(Beginning of Source material)

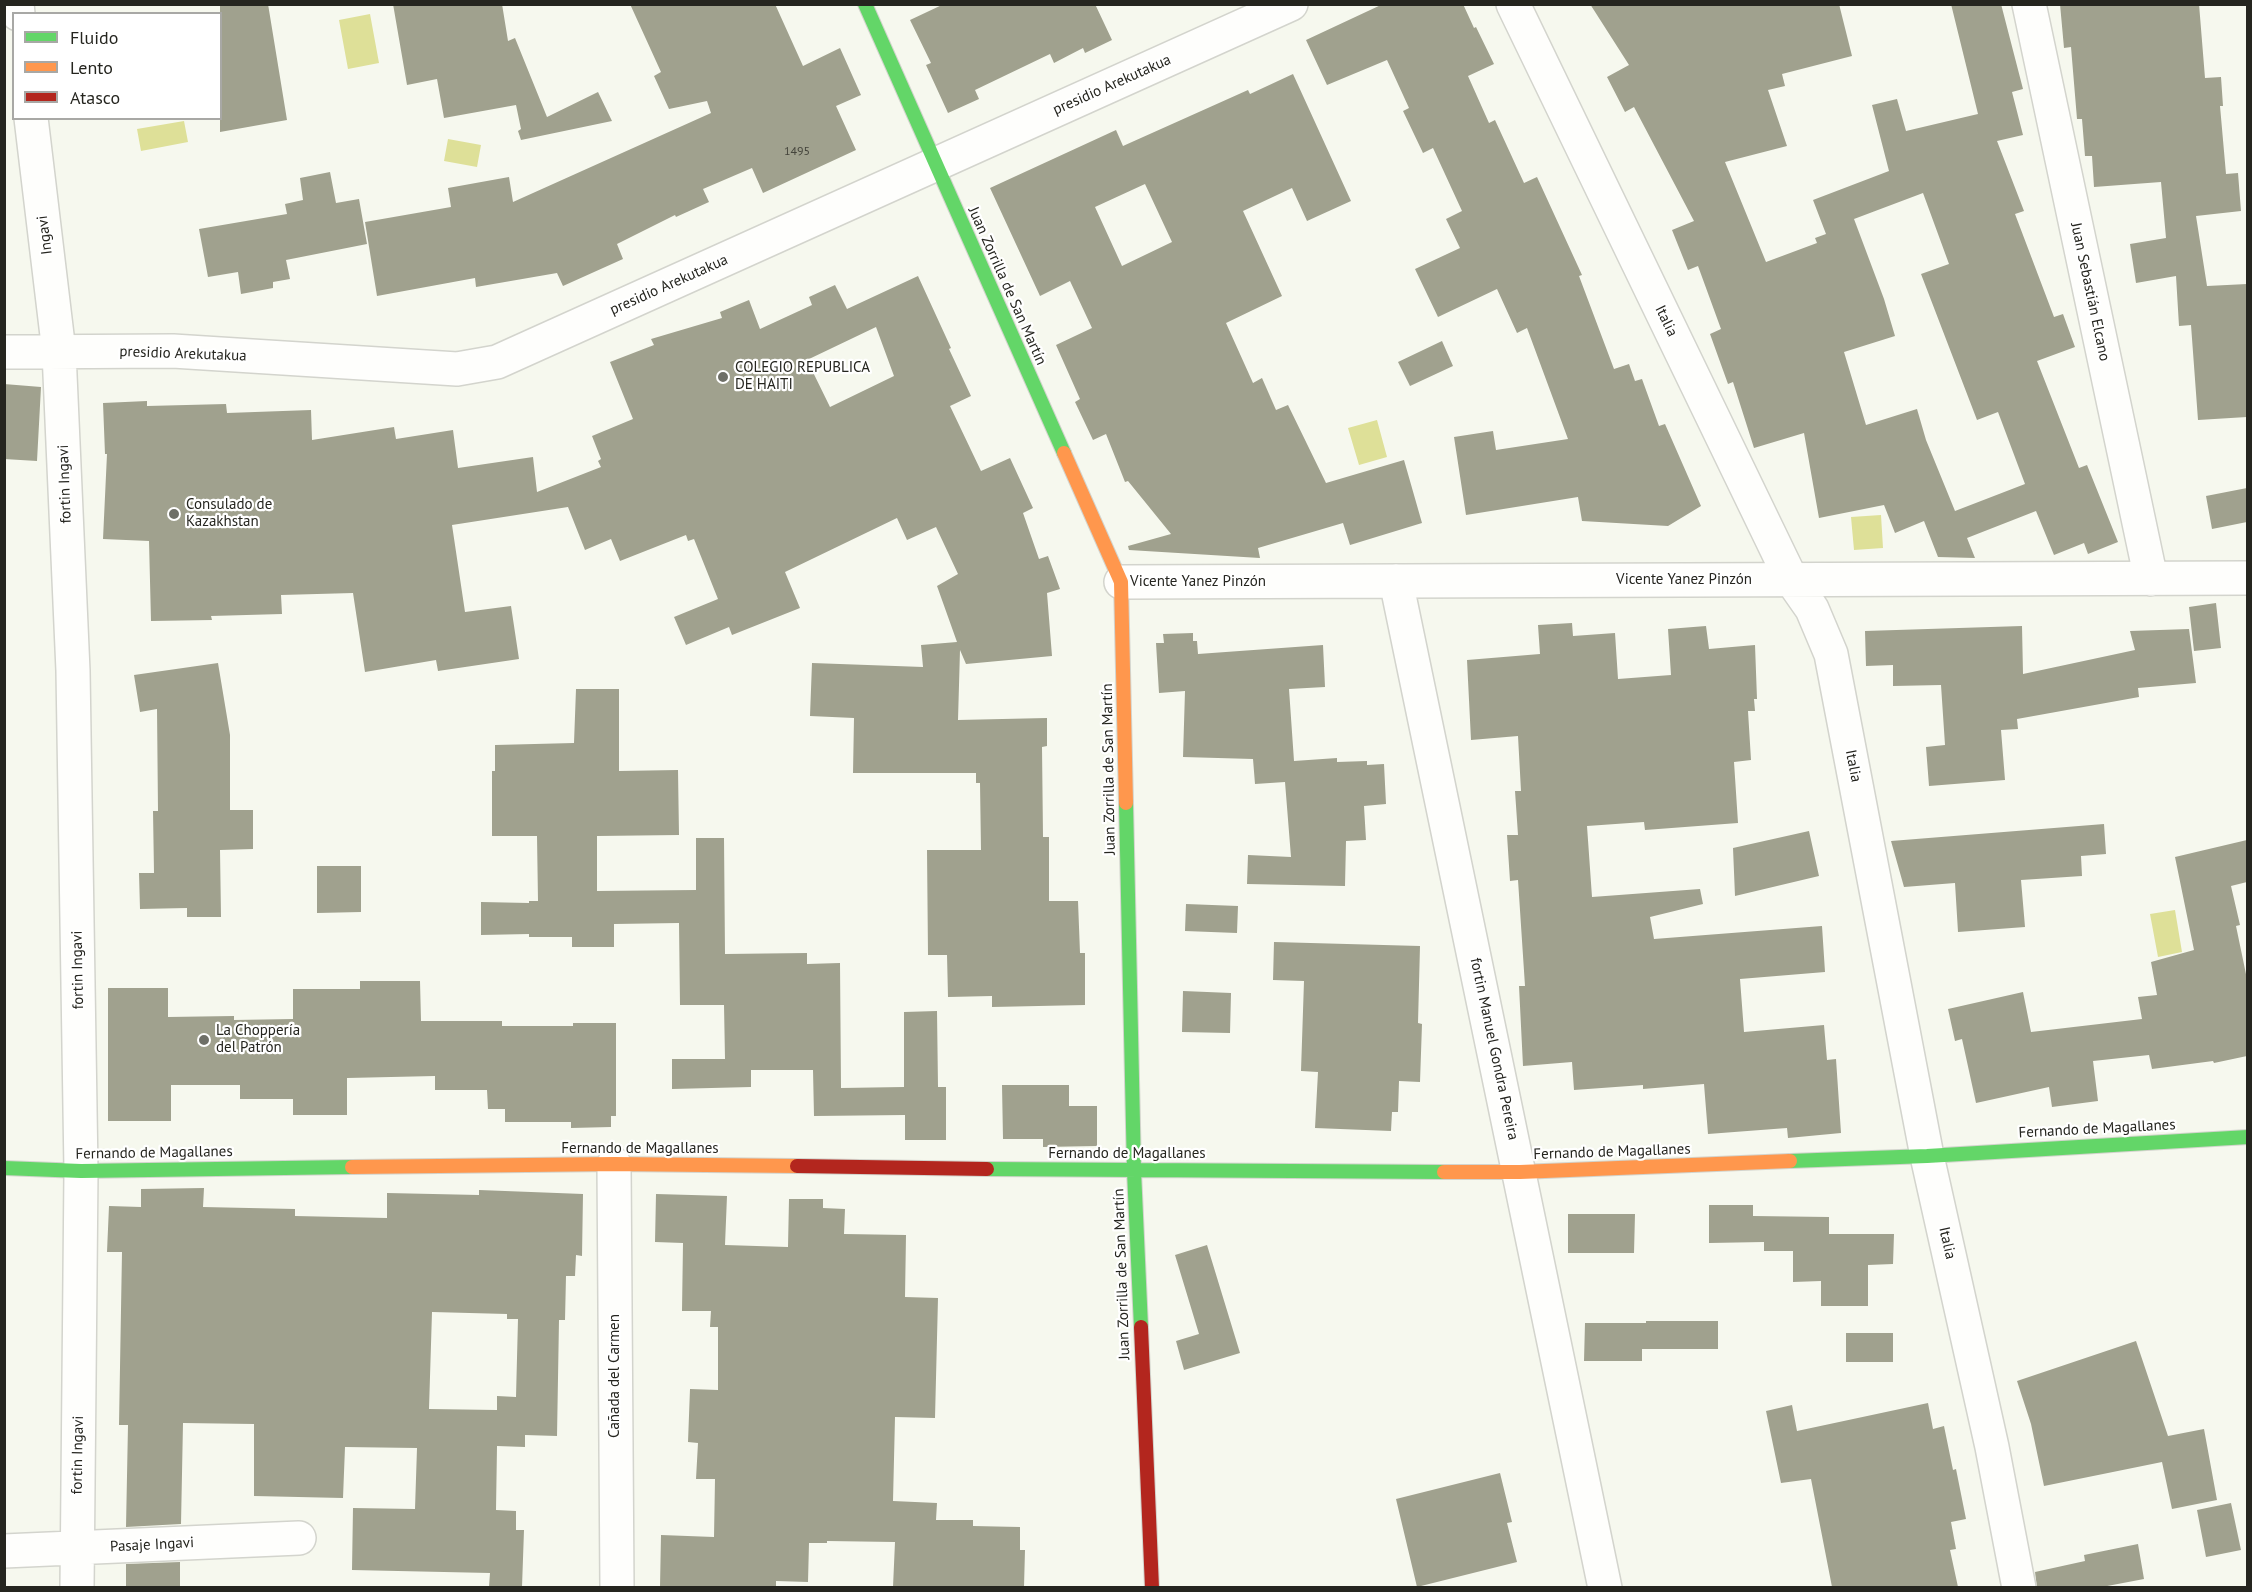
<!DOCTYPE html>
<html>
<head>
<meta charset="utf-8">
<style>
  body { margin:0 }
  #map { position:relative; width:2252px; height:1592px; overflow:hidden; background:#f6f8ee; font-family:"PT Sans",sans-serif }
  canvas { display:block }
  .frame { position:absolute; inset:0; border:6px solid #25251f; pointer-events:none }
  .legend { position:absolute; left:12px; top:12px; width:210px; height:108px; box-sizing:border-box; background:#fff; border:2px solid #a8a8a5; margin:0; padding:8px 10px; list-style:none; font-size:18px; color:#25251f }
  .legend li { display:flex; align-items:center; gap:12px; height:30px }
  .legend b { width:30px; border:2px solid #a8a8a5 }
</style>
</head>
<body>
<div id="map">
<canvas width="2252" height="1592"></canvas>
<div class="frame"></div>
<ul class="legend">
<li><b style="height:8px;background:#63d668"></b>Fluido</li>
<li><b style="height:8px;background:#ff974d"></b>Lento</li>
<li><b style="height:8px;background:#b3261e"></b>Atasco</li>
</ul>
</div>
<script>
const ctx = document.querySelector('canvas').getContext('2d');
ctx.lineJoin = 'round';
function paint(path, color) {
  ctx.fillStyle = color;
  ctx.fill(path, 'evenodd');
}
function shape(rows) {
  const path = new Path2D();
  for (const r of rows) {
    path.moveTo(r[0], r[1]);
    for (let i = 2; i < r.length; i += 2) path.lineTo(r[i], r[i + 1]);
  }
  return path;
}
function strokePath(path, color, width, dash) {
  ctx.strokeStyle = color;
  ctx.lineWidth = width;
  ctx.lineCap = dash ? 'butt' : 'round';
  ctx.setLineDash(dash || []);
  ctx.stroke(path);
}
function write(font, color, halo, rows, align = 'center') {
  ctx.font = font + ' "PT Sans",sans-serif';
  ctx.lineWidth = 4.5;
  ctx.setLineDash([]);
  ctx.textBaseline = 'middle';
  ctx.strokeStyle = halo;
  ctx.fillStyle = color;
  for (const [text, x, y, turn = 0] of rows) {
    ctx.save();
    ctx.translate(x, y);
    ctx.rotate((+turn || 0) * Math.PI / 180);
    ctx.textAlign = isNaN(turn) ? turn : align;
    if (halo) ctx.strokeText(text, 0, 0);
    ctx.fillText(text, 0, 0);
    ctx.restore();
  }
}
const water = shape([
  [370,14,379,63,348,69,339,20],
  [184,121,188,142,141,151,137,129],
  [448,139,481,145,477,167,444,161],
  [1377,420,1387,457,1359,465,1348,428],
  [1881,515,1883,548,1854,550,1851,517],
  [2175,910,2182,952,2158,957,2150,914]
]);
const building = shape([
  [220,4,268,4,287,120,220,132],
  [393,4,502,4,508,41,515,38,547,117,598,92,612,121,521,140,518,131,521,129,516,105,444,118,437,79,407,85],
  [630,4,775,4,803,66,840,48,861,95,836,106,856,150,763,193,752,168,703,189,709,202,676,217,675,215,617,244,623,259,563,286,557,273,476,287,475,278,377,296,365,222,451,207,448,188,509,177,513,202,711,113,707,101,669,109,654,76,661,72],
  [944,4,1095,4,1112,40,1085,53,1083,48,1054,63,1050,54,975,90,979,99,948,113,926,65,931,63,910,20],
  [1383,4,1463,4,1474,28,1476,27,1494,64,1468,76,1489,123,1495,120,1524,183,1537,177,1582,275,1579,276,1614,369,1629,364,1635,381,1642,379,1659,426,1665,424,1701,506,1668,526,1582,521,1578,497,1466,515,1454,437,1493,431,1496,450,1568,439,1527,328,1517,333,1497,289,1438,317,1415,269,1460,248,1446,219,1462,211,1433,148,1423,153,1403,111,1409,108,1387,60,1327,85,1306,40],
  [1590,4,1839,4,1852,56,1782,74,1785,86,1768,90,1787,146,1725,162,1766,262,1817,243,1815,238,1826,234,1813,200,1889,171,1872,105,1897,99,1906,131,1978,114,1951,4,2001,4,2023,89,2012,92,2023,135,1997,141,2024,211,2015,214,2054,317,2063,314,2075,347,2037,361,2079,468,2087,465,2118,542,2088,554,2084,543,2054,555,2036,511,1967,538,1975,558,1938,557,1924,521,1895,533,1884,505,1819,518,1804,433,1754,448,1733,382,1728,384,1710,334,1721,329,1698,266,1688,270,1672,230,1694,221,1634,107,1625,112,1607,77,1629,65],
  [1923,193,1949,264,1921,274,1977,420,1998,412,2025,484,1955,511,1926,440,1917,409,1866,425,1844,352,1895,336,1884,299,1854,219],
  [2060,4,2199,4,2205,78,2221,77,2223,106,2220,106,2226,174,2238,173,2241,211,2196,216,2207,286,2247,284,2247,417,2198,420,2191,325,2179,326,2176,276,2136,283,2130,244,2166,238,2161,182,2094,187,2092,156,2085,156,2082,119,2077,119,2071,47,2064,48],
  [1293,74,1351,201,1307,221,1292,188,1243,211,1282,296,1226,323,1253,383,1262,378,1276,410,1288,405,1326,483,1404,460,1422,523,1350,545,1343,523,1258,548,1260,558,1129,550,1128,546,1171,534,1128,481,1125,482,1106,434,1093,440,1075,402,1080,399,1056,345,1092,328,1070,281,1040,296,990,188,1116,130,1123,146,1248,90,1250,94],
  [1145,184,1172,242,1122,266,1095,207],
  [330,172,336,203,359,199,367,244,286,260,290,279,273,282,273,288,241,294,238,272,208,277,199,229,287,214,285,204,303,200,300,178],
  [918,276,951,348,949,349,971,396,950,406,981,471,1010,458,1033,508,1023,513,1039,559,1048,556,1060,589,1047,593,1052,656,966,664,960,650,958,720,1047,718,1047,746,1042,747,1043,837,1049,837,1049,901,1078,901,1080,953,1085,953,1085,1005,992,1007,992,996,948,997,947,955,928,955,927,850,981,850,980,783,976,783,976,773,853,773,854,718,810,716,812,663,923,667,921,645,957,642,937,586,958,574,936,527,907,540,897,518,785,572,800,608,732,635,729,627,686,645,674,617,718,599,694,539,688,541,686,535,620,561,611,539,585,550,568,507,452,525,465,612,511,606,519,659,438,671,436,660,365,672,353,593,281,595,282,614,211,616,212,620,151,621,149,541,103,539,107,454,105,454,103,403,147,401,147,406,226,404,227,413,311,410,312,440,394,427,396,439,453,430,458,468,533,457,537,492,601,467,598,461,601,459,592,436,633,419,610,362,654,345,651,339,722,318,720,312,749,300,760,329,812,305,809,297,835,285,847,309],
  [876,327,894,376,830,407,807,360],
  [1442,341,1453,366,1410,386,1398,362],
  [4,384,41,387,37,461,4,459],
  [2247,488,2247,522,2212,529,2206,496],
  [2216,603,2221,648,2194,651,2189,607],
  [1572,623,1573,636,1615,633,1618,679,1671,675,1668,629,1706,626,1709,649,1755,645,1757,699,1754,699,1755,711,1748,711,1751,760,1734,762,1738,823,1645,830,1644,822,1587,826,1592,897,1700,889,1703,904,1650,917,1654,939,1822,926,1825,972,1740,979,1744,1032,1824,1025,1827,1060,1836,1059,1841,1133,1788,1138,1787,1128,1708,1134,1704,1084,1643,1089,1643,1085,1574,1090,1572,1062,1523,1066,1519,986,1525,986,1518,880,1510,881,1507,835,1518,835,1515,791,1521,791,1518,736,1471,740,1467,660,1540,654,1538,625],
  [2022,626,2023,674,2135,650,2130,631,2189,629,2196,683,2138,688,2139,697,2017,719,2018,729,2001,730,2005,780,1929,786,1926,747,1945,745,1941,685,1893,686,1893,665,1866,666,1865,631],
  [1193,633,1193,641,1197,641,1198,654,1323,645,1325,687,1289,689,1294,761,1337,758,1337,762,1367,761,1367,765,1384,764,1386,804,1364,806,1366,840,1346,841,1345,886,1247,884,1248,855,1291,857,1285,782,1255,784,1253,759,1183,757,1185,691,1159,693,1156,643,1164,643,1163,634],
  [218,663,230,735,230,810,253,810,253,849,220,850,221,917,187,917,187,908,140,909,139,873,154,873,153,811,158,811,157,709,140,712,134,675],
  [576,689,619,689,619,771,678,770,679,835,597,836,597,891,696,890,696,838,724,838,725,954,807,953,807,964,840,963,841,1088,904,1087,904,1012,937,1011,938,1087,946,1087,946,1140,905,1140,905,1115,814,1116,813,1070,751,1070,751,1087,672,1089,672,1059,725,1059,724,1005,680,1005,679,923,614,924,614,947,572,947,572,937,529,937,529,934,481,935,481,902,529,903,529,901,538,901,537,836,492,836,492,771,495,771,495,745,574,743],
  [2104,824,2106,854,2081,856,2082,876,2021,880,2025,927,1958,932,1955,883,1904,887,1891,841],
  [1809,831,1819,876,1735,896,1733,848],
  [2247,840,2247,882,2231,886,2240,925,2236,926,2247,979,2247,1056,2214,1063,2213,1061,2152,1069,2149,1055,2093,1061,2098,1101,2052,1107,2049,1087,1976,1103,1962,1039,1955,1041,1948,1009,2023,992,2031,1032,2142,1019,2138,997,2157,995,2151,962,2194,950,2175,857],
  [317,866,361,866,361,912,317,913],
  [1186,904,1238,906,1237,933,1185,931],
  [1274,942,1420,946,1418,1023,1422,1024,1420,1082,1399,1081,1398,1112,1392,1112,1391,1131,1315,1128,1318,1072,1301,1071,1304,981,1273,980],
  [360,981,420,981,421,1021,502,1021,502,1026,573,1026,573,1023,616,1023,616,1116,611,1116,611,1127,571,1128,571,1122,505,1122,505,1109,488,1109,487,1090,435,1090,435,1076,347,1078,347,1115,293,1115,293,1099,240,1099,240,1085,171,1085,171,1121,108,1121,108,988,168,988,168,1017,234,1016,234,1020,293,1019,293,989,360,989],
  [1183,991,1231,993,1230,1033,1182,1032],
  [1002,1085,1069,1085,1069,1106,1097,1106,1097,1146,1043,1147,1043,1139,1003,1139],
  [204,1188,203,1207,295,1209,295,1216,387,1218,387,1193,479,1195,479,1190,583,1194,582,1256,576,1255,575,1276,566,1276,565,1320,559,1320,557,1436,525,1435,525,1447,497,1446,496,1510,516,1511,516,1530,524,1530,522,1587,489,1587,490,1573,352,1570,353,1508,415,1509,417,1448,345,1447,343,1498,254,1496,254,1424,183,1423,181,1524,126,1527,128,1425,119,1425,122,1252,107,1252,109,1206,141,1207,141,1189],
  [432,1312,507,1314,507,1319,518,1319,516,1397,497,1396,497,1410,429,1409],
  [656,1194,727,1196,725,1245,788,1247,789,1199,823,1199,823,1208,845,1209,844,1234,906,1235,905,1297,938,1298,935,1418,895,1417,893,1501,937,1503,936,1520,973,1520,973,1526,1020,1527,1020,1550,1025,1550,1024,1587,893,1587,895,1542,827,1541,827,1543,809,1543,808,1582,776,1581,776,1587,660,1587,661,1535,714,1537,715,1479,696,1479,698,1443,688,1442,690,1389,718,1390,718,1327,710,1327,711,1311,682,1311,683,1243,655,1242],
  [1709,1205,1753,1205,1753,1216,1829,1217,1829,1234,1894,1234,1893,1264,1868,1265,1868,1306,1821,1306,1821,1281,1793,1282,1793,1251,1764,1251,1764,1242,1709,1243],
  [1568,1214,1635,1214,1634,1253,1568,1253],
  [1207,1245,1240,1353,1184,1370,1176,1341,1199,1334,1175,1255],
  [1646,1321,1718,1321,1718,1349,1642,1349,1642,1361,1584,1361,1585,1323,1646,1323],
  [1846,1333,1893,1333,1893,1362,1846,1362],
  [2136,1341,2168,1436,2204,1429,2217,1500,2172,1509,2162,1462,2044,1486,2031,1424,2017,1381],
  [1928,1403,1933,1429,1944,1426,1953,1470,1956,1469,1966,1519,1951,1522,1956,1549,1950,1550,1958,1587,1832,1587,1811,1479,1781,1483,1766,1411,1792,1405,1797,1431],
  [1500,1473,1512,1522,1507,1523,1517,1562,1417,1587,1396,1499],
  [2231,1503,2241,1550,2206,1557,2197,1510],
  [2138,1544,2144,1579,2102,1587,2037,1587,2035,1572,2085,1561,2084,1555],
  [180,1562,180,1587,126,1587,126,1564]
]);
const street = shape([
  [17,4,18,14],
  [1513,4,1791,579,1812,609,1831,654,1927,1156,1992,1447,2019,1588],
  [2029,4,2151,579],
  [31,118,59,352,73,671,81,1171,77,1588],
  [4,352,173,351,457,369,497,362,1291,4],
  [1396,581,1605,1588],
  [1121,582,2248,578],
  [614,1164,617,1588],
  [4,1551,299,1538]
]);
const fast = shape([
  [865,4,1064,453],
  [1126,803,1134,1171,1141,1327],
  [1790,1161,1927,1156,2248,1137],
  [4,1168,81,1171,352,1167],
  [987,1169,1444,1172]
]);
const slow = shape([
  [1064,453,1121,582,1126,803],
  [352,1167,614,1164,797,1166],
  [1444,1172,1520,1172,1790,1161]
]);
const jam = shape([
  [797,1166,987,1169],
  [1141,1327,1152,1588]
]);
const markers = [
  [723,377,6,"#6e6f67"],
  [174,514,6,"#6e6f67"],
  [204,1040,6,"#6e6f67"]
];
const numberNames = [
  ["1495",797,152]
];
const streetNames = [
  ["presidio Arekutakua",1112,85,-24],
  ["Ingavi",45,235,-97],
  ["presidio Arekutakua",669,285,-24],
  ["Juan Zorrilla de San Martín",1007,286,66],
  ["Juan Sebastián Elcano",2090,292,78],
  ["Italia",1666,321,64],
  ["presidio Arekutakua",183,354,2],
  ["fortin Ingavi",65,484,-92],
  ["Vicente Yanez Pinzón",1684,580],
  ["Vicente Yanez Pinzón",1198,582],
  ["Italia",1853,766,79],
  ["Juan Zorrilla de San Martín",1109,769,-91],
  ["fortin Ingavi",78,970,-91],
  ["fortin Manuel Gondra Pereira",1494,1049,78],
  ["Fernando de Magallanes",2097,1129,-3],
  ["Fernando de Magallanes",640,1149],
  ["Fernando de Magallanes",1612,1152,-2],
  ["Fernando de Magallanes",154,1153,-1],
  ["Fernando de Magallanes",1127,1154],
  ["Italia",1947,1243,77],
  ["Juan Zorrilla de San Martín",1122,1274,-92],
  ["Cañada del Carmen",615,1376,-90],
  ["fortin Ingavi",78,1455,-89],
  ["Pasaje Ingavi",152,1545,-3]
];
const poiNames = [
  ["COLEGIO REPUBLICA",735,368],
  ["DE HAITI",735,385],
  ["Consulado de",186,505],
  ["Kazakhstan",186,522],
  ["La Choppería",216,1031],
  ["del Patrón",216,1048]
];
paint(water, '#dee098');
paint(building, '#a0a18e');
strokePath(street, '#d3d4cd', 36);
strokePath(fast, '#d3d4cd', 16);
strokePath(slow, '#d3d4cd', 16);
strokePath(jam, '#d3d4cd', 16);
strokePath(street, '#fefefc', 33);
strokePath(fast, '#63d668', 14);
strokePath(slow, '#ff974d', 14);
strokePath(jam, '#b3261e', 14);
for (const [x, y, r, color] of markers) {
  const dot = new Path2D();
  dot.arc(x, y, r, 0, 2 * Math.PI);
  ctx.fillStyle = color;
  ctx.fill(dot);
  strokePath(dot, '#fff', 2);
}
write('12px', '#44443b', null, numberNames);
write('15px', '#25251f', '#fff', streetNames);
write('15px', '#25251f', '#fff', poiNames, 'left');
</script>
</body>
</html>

(End of Source material)

### Task requirements
Set down word for word the lines from the opening of the entries above through the line that contains "position:absolute; left:12px; top:12px;", and omit every picture.

### Task output
<!DOCTYPE html>
<html>
<head>
<meta charset="utf-8">
<style>
  body { margin:0 }
  #map { position:relative; width:2252px; height:1592px; overflow:hidden; background:#f6f8ee; font-family:"PT Sans",sans-serif }
  canvas { display:block }
  .frame { position:absolute; inset:0; border:6px solid #25251f; pointer-events:none }
  .legend { position:absolute; left:12px; top:12px; width:210px; height:108px; box-sizing:border-box; background:#fff; border:2px solid #a8a8a5; margin:0; padding:8px 10px; list-style:none; font-size:18px; color:#25251f }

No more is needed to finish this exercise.